In my work in the autism field, I find it so hard to convey what is the simplest of messages: that when we are not regulated, we simply cannot learn. By design, it’s not possible. Exercise helps focus people on the spectrum, so does structure. Especially now.
Before the pandemic, our lives had already started to become very structured, thanks to my younger son, Duke, who is not on the spectrum and has aspirations to become a professional soccer goalie. Our family had developed a disciplined routine to fit in Duke’s school and training. Now, that routine has become the foundation for all four of us. My days are regimented for the first 14+ hours. Kathryn and online teachers homeschool Duke from 10AM to 5PM. This keeps us occupied, productive, building things, more focused on what we can control, and not what we can’t.
L-R My schedule and Duke’s workout options on my office wall.
And for one hour of homeschooling a day, Duke is mine! Under the disingenuous guise of “You just need to understand how this stuff works” (ha!) we are chronologically examining Western and percussive music history on Mondays; watching “Sister Wendy” art history videos on Tuesdays; breaking down Casablanca scene by scene on Wednesdays; reading aloud words meant to be performed from King Lear on “Drama Thursdays,” and words meant to be read from Marquez’s (timely!) Love in the Time of Cholera on “Literature Fridays.” I am in heaven.
At 8:30 pm, we all play cards or Wii sports together (no cell phones allowed). Therein, and throughout these secluded days, I constantly hear the familiar, singular sound of our combined laughter.
And the Future?
Coronavirus has us worrying long-term about finances. But we have money in the bank and a basement of food. I have individual, video peer-mentoring clients, and a couple of ongoing writing gigs. We are far luckier than most.

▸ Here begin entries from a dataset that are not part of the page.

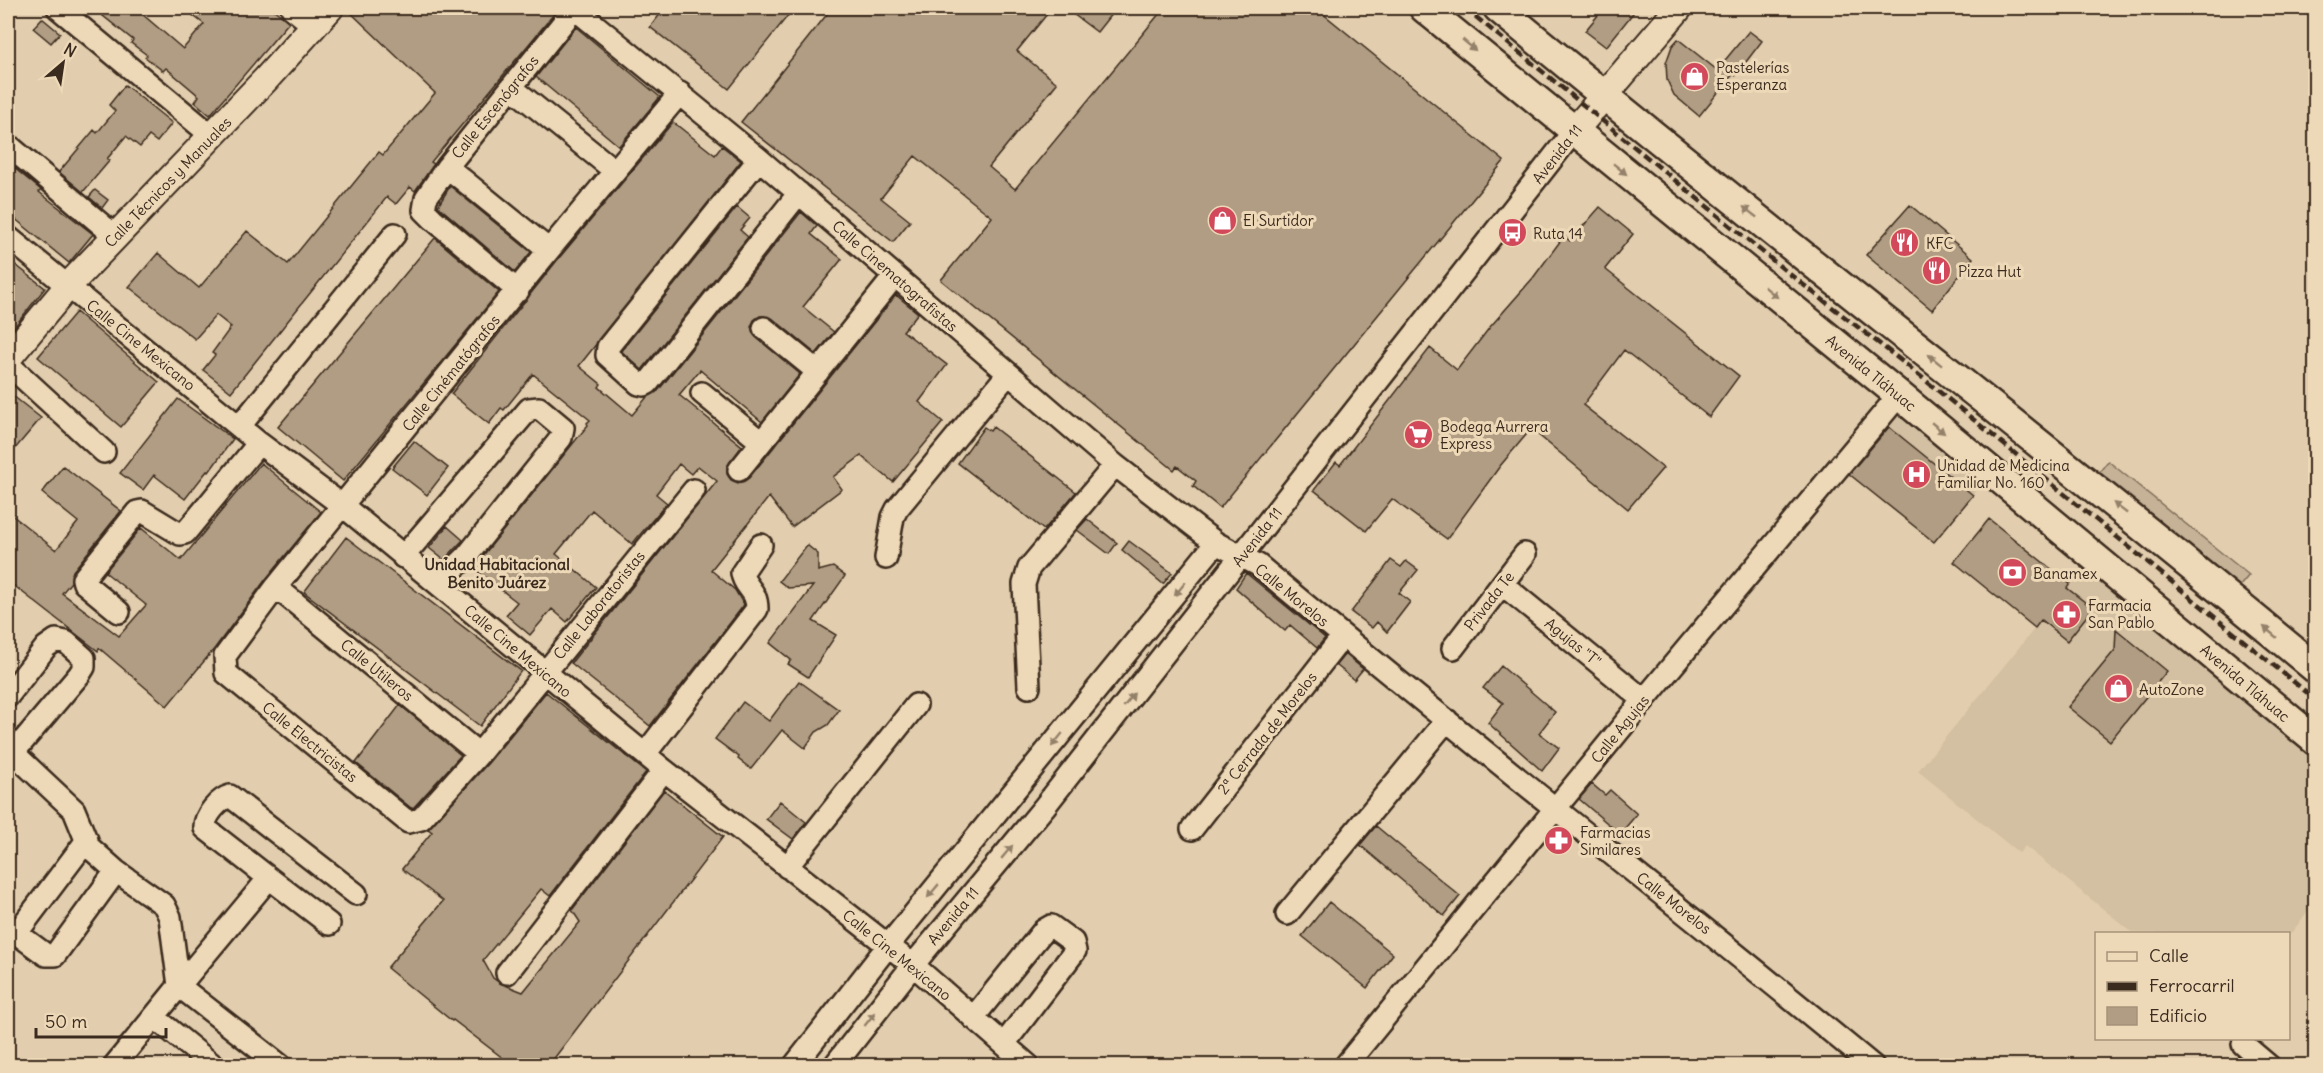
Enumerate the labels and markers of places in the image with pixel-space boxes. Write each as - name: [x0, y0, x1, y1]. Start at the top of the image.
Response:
- place label: Pastelerías Esperanza: [1716, 58, 1790, 94]
- shop icon: Pastelerías Esperanza: [1679, 60, 1711, 92]
- shop icon: El Surtidor: [1206, 204, 1238, 236]
- place label: El Surtidor: [1243, 211, 1314, 230]
- bus stop icon: Ruta 14: [1496, 217, 1528, 249]
- place label: Ruta 14: [1533, 224, 1583, 243]
- restaurant icon: KFC: [1889, 227, 1921, 259]
- place label: KFC: [1926, 234, 1954, 253]
- restaurant icon: Pizza Hut: [1921, 255, 1953, 287]
- place label: Pizza Hut: [1958, 262, 2021, 281]
- place label: Bodega Aurrera Express: [1440, 417, 1549, 453]
- supermarket icon: Bodega Aurrera Express: [1403, 419, 1435, 451]
- place label: Unidad de Medicina Familiar No. 160: [1937, 456, 2070, 492]
- hospital icon: Unidad de Medicina Familiar No. 160: [1900, 458, 1932, 490]
- bank icon: Banamex: [1996, 557, 2028, 589]
- place label: Banamex: [2033, 564, 2098, 583]
- place label: Farmacia San Pablo: [2088, 596, 2154, 632]
- pharmacy icon: Farmacia San Pablo: [2051, 598, 2083, 630]
- shop icon: AutoZone: [2102, 673, 2134, 705]
- place label: AutoZone: [2139, 680, 2204, 699]
- place label: Farmacias Similares: [1580, 823, 1651, 859]
- pharmacy icon: Farmacias Similares: [1543, 825, 1575, 857]

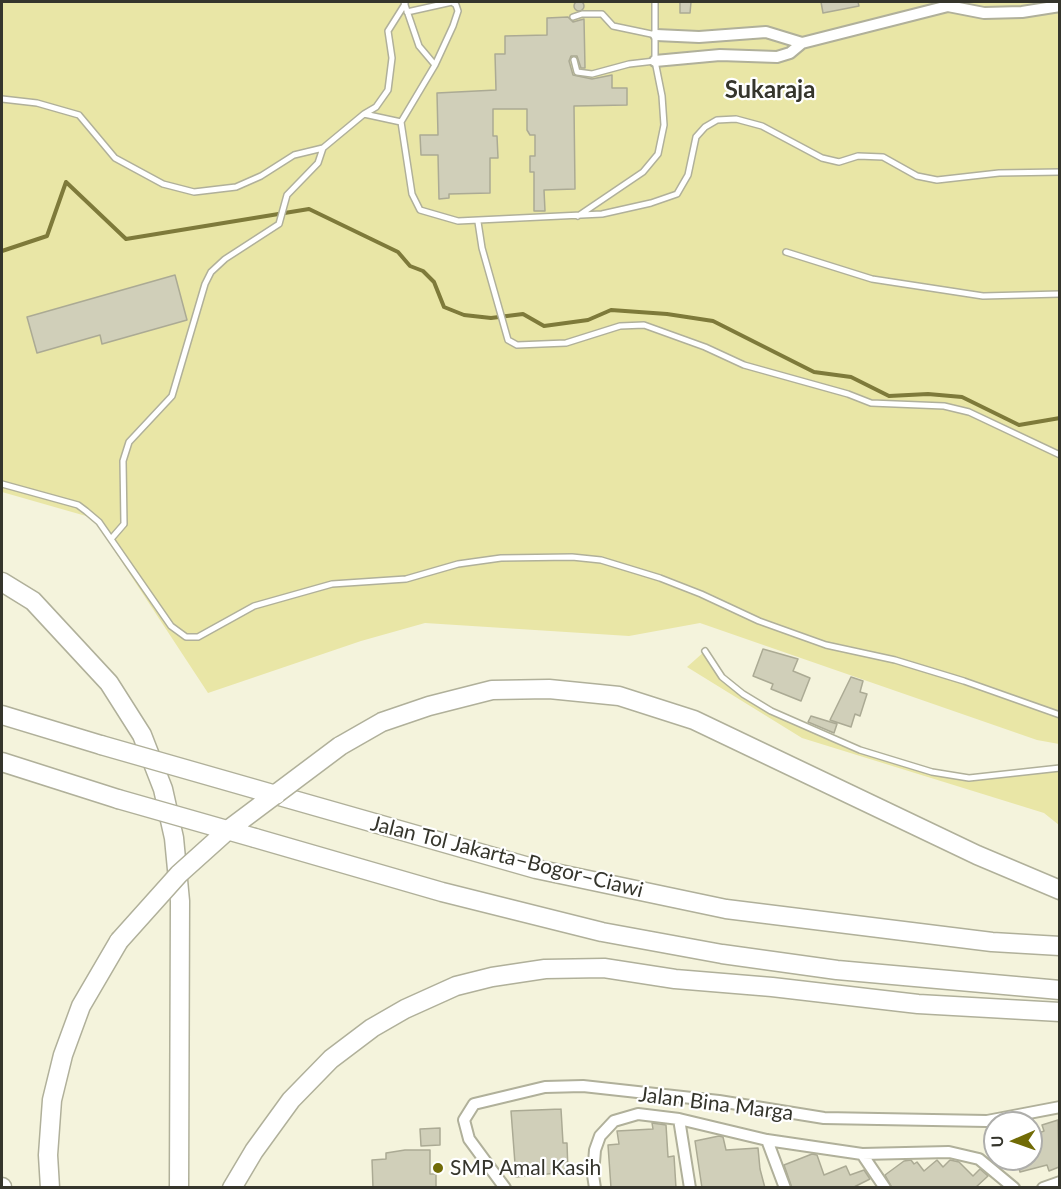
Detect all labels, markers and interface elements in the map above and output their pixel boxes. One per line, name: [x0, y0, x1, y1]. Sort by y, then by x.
district label: Sukaraja: [725, 76, 815, 104]
street label: Jalan Tol Jakarta–Bogor–Ciawi: [368, 811, 646, 903]
street label: Jalan Bina Marga: [637, 1082, 795, 1126]
north arrow: [983, 1111, 1043, 1171]
text: U: [987, 1135, 1006, 1148]
place label: SMP Amal Kasih: [450, 1155, 601, 1181]
marker: SMP Amal Kasih: [431, 1161, 445, 1175]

About a month ago, I also landed a dream job, one that this summer would bring us back East. After 8 interviews over 5 months, I was chosen to help define disability culture at a major university in the tri-state area. Thank the Gods, I thought, I was going home to New York where I’ve always felt a sense of belonging (difficult for autistics like me). We only had to wait for Duke to finish 8th grade.
But COVID-19 had other ideas. Two days after I was offered the dream job, the university implemented a hiring freeze, “to be revisited in 60-90 days.” Given the economic uncertainty, who knows if the job will still exist. And for me to be anything but tremendously understanding, would be heinous.
What city we’ll be living in four months from now is a mystery. Perhaps also an opportunity? New York will always be the city that loves me most, and New Yorkers really deserve our cheers right now. But if I am strong in any moment, it is because I am loved. My home is with them.